W czwartek w obozie fanów XRP strzelały korki od szampana. Sąd wreszcie się ugiął i zaakceptował odwołanie apelacji Ripple i SEC. Tym samym wymiar sprawiedliwości umożliwił szybsze zakończenie sporu trwającego od grudnia 2020 roku. Po tej decyzji altcoin wyraźnie odżył i wrócił na poziom powyżej trzech dolarów. Wcześniej wielu obserwatorów wskazywało, że zakończenie batalii prawnej z SEC będzie dla Ripple niczym zrzucenie balastu, który umożliwi odblokowanie prawdziwego potencjału projektu.
Niewykluczone, że tak się stanie, ale z pewnością nie będzie to tarcza, która pozwoli obronić się przed bieżącymi kryzysami. Na horyzoncie pojawił się poważny problem, który może narobić sporo spustoszenia.

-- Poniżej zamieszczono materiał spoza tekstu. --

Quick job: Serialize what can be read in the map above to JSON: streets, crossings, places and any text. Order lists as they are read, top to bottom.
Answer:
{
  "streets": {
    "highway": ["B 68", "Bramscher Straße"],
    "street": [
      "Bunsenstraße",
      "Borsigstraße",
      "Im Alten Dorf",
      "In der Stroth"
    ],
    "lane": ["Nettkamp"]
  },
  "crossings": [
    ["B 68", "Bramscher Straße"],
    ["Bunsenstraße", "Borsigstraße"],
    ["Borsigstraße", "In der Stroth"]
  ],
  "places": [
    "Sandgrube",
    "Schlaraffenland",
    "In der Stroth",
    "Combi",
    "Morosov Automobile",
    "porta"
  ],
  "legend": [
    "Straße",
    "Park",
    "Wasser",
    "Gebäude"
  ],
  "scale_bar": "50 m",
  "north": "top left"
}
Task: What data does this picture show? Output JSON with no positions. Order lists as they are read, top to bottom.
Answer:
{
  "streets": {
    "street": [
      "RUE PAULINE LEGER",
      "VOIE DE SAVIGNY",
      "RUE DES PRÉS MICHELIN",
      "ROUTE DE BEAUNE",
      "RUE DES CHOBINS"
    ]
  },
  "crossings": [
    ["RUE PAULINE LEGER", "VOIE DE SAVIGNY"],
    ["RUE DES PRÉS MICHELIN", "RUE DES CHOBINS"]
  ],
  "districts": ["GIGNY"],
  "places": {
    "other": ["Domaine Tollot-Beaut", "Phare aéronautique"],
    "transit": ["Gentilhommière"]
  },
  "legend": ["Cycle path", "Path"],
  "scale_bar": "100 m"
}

O poważnym sygnale ostrzegawczym poinformował wczoraj Ali Martinez.
Popularny ekspert kryptowalut w jednej z najnowszych wiadomości do swoich obserwatorów na X napisał, że w zaledwie dwa dni wieloryby sprzedały 50 mln XRP. To sygnał, że tuż po odbiciu pewna grupa dużych posiadaczy ruszyła na giełdy, by zrealizować zysk. Jednocześnie ten ruch sugeruje, że nie widzą szans na kolejne wzrosty i wolą zgarnąć zyski na górce, by ominąć ewentualne rychłe spadki.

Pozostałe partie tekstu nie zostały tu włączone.